- Records for the exercise:
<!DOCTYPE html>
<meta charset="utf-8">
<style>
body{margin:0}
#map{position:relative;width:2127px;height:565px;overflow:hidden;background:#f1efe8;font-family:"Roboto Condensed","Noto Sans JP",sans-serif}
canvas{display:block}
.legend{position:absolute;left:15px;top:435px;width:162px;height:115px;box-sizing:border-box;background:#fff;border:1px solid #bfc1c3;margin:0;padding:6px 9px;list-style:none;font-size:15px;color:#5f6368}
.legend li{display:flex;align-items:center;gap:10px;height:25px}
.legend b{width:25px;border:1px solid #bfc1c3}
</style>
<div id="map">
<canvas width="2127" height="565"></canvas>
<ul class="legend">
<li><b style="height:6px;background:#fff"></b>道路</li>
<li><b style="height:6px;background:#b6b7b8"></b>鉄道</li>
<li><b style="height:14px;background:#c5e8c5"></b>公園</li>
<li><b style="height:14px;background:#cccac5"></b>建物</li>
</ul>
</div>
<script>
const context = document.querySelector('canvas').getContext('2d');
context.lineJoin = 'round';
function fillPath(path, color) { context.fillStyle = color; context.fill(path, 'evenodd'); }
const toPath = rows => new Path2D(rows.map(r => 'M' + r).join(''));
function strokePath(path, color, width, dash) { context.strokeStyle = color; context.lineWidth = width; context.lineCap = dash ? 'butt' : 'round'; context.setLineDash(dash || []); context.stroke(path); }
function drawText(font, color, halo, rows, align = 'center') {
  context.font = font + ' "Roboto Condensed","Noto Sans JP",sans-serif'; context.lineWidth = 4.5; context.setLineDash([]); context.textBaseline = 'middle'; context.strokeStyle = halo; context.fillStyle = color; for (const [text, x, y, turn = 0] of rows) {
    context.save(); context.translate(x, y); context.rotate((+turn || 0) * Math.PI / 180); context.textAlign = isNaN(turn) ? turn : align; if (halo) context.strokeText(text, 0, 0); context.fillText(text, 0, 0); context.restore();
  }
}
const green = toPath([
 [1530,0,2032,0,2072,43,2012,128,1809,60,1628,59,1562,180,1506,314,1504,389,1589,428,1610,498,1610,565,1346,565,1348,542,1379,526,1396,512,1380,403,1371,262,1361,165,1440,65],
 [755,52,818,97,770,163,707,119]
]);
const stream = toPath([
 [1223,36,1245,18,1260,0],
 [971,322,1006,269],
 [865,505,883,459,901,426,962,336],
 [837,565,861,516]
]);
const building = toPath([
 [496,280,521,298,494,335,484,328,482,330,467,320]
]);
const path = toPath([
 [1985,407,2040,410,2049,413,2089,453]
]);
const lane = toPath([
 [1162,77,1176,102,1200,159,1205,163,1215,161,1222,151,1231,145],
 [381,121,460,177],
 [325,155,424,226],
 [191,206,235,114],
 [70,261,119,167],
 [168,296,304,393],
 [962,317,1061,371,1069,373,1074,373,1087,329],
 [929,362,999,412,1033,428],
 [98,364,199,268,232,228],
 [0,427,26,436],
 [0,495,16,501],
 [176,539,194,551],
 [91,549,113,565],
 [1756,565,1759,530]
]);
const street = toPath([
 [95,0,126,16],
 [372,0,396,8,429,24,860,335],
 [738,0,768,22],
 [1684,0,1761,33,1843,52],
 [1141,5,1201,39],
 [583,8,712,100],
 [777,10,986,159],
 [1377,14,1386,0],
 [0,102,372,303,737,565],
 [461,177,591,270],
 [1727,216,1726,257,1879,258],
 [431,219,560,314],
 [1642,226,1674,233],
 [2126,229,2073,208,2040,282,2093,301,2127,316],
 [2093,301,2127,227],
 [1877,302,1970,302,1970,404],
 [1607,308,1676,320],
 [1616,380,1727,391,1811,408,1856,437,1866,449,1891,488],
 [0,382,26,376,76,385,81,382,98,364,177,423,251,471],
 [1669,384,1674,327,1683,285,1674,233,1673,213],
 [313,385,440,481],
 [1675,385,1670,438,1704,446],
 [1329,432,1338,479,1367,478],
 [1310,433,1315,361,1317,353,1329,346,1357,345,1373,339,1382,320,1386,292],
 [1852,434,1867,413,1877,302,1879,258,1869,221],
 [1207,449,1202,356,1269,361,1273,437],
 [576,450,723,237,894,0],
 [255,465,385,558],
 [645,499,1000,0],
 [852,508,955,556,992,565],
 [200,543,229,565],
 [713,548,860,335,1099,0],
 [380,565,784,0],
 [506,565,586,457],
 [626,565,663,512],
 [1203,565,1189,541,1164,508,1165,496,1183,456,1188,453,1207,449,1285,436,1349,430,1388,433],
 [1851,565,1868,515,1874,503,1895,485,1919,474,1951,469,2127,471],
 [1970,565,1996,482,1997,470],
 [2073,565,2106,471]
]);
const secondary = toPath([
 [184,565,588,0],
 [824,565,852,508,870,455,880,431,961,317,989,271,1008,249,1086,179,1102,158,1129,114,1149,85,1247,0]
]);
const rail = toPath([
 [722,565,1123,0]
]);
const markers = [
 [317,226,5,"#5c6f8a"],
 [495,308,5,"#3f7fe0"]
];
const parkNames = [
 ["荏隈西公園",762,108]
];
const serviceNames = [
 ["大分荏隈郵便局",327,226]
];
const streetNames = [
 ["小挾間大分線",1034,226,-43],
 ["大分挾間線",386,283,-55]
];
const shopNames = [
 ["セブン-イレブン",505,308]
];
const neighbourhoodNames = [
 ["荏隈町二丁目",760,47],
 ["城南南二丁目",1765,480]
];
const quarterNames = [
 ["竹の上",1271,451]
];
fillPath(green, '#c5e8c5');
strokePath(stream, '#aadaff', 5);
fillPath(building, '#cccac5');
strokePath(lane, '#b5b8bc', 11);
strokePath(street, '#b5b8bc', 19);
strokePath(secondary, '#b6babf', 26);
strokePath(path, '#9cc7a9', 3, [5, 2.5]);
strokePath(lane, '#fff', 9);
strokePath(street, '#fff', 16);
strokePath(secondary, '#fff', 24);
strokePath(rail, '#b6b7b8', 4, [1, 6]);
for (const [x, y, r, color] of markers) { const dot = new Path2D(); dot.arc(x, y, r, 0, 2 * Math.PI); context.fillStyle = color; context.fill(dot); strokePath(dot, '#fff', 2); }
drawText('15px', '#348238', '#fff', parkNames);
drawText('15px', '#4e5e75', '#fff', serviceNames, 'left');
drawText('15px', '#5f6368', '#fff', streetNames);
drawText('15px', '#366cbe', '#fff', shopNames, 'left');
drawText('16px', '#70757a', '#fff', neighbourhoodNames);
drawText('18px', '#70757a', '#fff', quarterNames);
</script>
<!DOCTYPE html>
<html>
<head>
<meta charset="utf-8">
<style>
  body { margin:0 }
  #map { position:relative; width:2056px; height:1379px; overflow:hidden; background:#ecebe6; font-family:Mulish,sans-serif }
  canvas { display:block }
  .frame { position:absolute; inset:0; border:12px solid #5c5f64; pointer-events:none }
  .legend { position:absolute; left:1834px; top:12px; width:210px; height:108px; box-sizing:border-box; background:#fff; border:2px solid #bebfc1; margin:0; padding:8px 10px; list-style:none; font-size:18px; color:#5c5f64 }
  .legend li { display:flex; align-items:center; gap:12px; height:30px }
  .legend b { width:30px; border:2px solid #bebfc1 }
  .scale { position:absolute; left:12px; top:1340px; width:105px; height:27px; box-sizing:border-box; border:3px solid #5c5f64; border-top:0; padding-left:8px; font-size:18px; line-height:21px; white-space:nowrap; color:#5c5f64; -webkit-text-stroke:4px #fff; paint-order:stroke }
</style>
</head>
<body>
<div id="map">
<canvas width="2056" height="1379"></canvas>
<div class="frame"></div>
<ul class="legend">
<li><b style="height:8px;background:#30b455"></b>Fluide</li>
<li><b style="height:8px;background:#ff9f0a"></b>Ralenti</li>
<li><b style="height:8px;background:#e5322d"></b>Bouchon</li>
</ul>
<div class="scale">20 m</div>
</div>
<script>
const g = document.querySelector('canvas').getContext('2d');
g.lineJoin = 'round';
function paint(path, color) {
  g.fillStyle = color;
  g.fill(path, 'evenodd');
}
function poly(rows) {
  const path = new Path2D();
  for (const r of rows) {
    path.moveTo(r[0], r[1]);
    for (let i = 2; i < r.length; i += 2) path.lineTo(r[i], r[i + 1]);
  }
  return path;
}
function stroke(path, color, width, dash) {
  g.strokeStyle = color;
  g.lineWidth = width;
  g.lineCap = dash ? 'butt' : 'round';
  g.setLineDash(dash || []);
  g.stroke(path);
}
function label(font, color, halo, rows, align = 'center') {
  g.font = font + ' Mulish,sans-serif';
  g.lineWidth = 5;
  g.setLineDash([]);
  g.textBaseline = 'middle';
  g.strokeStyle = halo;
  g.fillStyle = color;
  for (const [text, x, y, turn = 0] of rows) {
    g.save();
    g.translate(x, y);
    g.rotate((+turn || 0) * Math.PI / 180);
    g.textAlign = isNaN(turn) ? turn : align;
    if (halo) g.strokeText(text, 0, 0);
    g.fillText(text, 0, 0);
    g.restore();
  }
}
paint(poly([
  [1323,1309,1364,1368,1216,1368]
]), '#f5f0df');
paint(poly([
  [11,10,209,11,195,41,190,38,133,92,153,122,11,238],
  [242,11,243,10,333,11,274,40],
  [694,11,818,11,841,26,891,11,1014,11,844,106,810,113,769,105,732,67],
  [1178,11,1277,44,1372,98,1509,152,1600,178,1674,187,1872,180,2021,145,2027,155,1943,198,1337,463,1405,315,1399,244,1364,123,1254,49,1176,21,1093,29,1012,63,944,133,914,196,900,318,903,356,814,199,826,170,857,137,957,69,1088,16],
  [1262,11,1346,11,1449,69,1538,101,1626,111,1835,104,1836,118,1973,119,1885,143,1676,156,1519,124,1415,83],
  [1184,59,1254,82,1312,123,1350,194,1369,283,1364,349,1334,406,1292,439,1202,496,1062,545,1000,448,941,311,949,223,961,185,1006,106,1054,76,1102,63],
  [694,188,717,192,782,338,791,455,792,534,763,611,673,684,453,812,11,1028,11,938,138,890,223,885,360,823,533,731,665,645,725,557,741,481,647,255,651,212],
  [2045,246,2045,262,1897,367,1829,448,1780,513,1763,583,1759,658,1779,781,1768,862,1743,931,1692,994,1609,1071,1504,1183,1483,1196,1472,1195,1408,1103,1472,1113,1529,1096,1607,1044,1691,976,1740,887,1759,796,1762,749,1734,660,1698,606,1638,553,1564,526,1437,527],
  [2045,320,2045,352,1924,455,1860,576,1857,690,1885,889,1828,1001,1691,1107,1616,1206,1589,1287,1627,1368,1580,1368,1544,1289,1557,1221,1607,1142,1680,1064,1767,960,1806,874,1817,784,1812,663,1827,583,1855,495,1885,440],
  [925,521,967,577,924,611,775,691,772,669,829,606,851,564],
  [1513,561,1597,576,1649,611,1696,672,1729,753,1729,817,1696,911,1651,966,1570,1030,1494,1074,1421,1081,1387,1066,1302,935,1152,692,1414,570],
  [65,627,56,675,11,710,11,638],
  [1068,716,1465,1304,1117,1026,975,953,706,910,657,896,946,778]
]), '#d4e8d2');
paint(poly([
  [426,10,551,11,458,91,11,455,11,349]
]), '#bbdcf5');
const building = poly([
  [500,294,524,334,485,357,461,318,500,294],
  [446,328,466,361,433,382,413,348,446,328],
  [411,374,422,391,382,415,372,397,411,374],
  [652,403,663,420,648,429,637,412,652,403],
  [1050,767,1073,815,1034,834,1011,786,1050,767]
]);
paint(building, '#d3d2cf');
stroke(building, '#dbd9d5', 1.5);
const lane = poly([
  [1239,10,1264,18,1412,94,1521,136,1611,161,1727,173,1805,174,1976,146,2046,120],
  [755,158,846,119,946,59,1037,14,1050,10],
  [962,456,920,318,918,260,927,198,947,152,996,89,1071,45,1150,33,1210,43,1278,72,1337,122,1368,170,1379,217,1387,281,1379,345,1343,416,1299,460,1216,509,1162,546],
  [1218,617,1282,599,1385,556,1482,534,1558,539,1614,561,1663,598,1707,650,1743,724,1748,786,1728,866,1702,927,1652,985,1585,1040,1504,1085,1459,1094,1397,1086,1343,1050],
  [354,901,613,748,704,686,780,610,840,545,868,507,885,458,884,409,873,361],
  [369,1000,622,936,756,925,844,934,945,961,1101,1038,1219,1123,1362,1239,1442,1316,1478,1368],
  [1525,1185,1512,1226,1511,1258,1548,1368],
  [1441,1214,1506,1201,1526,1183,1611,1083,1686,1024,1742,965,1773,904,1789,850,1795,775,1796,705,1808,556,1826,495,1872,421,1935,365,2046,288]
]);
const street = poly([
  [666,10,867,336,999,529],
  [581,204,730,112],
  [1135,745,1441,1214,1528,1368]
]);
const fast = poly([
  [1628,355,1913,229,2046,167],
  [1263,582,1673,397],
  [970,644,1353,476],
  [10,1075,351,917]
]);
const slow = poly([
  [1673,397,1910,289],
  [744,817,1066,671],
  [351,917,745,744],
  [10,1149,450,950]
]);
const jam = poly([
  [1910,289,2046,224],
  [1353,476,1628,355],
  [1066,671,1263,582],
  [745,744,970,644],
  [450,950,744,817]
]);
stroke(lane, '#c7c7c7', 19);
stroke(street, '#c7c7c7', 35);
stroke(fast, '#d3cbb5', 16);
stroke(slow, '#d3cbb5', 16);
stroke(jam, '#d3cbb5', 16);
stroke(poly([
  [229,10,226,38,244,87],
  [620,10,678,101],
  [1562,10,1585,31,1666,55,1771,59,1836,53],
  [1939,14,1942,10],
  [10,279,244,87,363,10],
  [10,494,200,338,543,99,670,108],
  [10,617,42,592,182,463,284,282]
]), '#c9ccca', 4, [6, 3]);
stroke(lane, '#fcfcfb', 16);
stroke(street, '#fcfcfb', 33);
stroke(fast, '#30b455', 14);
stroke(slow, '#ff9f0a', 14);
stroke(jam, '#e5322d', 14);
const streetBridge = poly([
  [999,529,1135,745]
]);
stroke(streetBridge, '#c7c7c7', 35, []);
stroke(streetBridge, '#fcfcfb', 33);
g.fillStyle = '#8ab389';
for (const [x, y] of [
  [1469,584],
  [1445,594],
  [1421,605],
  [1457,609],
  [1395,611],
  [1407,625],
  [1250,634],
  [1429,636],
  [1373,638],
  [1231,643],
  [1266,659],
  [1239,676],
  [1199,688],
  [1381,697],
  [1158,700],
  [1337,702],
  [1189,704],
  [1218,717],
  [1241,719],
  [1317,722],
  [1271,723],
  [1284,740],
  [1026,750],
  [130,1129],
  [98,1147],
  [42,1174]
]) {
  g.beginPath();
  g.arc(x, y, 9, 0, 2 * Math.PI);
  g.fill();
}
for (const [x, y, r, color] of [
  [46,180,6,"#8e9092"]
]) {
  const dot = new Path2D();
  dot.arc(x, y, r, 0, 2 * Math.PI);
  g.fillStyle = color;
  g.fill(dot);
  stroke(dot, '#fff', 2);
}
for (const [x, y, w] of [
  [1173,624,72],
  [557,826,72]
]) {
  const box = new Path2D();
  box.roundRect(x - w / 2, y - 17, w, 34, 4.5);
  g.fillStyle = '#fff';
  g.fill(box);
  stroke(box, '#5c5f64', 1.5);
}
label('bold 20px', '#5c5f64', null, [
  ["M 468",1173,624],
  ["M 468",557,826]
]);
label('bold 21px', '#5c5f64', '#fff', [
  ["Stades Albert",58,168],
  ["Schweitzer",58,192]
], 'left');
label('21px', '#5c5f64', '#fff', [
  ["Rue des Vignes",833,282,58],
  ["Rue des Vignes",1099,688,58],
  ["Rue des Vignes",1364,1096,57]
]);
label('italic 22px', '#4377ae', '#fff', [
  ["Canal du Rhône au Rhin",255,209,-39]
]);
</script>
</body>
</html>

- Task objective: Every line of the entries that includes "html" must be copied into the answer.

- Solution to this exercise:
<!DOCTYPE html>
<!DOCTYPE html>
<html>
</html>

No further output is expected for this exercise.